This weekend on #libav-devel we discussed again a bit about the problems with the current core avcodec api.
Current situation
Decoding
We have 3 decoding functions for each of the supported kind of media types: Audio, Video and Subtitles.
Subtitles are already a sore thumb since they are not using AVFrame but a specialized structure, let’s ignore it for now. Audio and Video share pretty much the same signature:
int avcodec_decode_something(AVCodecContext *avctx, AVFrame *f, int *got_frame, AVPacket *p)
It takes a context pointer containing the decoder state, consumes a demuxed packet and optionally outputs a decoded frame containing raw data in a certain format (audio samples, a video frame).
The usage model is quite simple it takes packets and whenever it has enough encoded data to emit a frame it emits one, the got_frame pointer signals if a frame is ready or more data is needed.
Problem:
What if 1 AVPacket is near always enough to output 2 or more frames of raw data?
This happens with MVC and other real-world scenarios.
In general our current API cannot cope with it cleanly.
While working with the MediaSDK interface from Intel and now with MMAL for the Rasberry Pi, similar problems arisen due the natural parallelism the underlying hardware has.
Encoding
We have again 3 functions again Subtitles are somehow different, while Audio and Video are sort of nicely uniform.
int avcodec_encode_something(AVCodecContext *avctx, AVPacket *p, const AVFrame *f, int *got_packet)
It is pretty much the dual of the decoding function: the context pointer is the same, a frame of raw data enters and a packet of encoded data. Again we have a pointer to signal if we had enough data and an encoded packet had been outputted.
Problem:
Again we might get multiple AVPacket produced out of a single AVFrame data fed.

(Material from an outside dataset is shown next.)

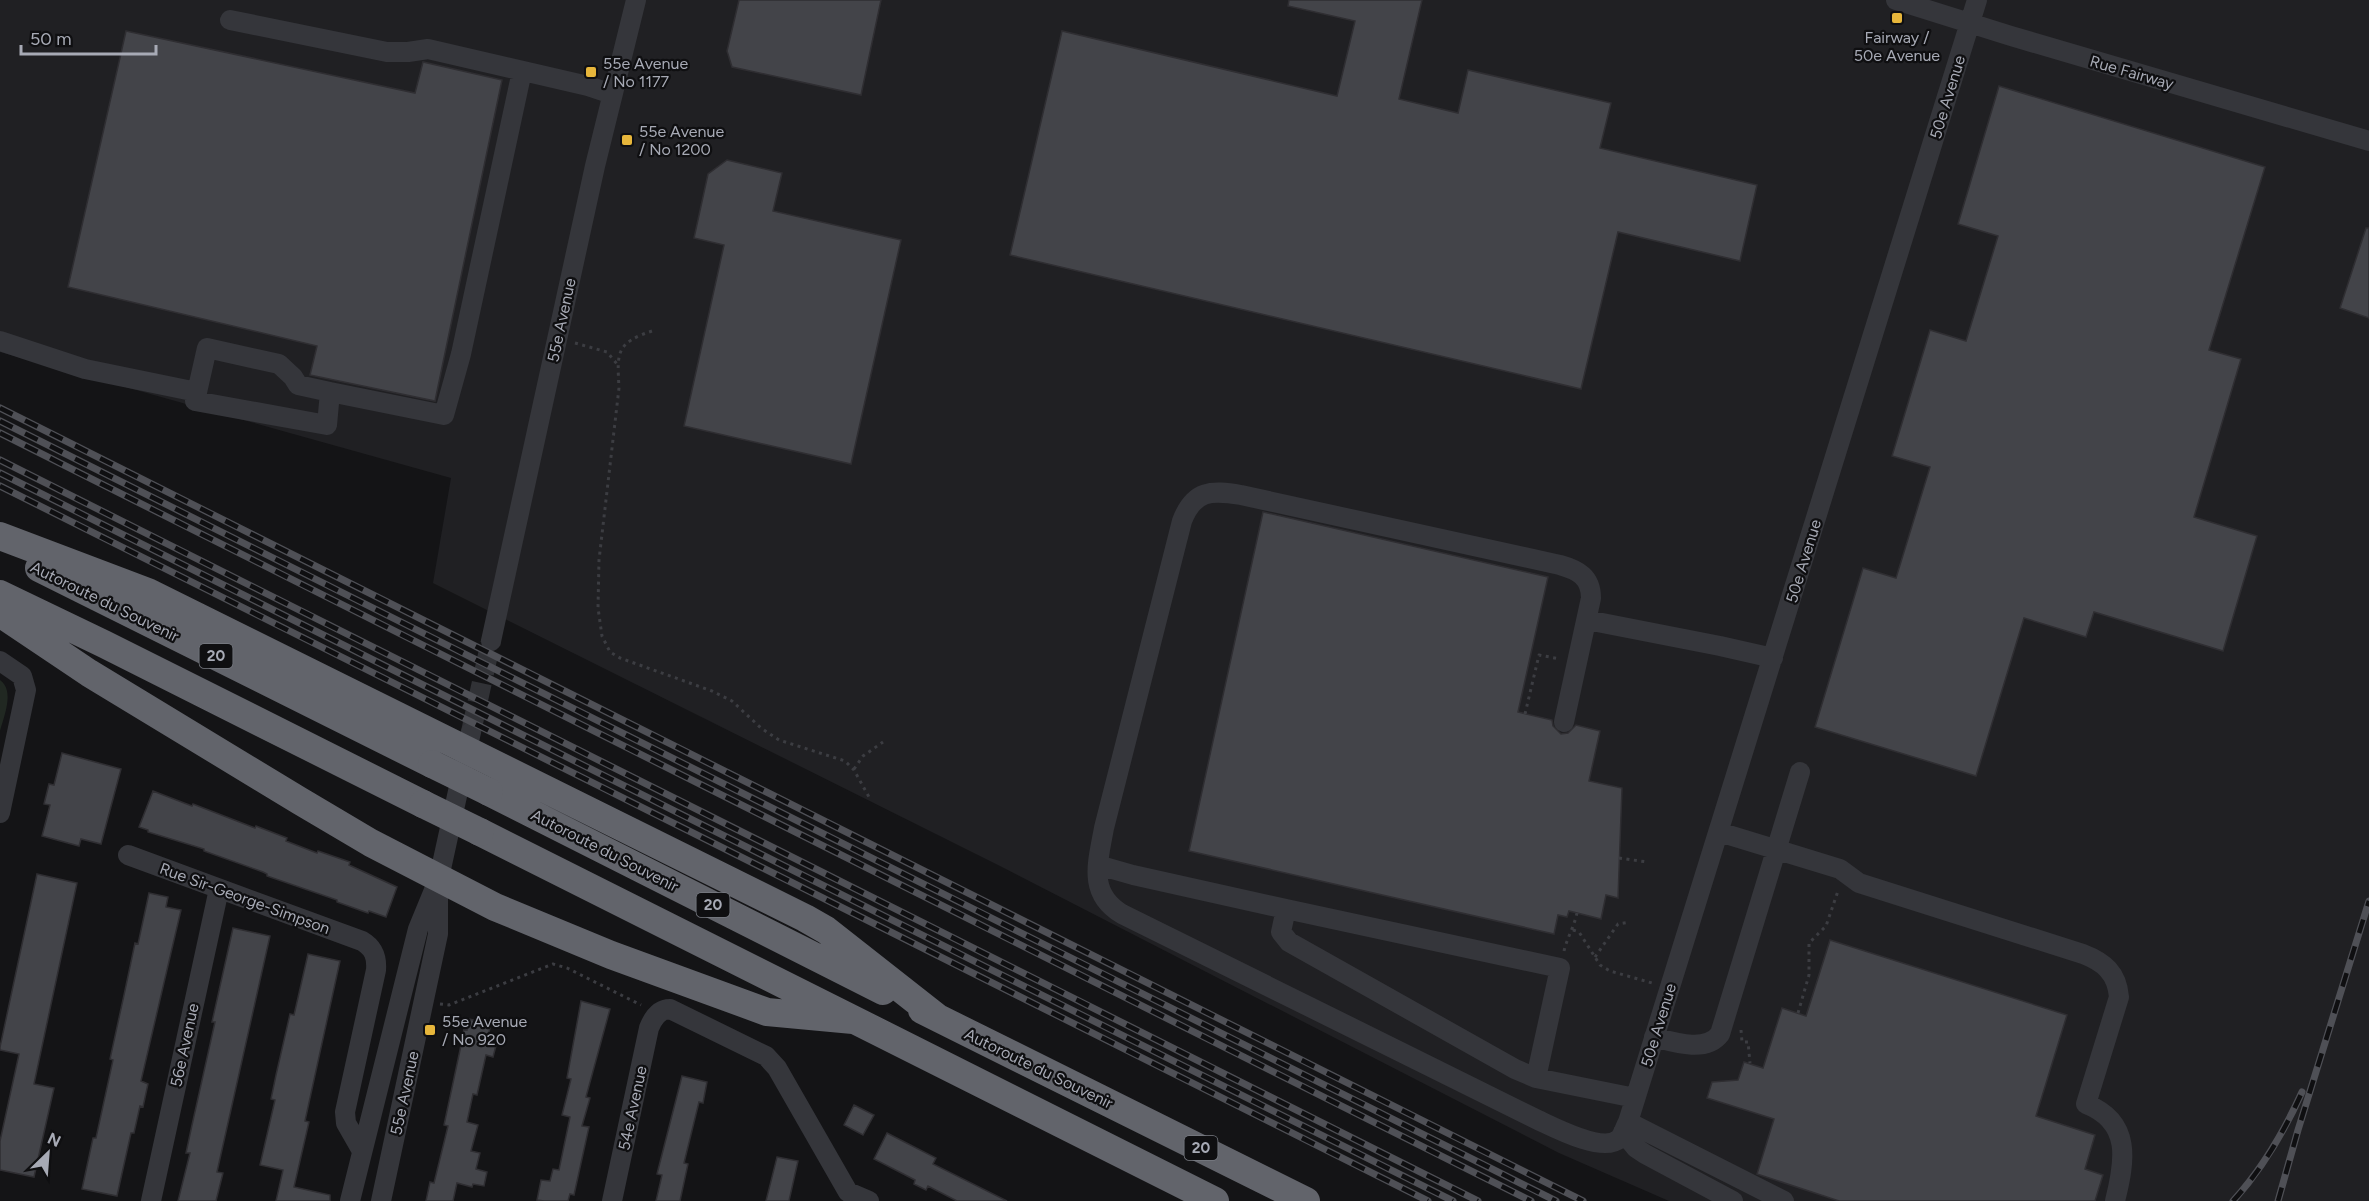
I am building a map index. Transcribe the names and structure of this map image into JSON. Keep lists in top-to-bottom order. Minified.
{"streets":{"highway":["Autoroute du Souvenir","20"],"street":["Rue Fairway","50e Avenue","55e Avenue","Rue Sir-George-Simpson","56e Avenue","54e Avenue"]},"crossings":[["Rue Fairway","50e Avenue"],["55e Avenue","Rue Sir-George-Simpson"],["Rue Sir-George-Simpson","56e Avenue"]],"places":{"transit":["Fairway / 50e Avenue","55e Avenue / No 1177","55e Avenue / No 1200","55e Avenue / No 920"]},"scale_bar":"50 m","north":"top right"}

This happens when the HEVC “workaround” to encode interlaced content makes the encoder to output the two separate fields as separate encoded frames.
Again, the API cannot cope with it cleanly and threaded or otherwise parallel encoding fit the model just barely.
Decoupling the process
To fix this issue (and make our users life simpler) the idea is to split the feeding data function from the one actually providing the processed data.

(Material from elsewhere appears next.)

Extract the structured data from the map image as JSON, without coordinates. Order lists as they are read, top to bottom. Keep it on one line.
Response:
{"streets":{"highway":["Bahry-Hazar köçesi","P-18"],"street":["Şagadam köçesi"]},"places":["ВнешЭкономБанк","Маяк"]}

int avcodec_decode_push(AVCodecContext *avctx, AVPacket *packet); int avcodec_decode_pull(AVCodecContext *avctx, AVFrame *frame); int avcodec_decode_need_data(AVCodecContext *avctx); int avcodec_decode_have_data(AVCodecContext *avctx);
int avcodec_encode_push(AVCodecContext *avctx, AVFrame *frame); int avcodec_encode_pull(AVCodecContext *avctx, AVPacket *packet); int avcodec_encode_need_data(AVCodecContext *avctx); int avcodec_encode_have_data(AVCodecContext *avctx);
From a single function 4 are provided, why it is simple?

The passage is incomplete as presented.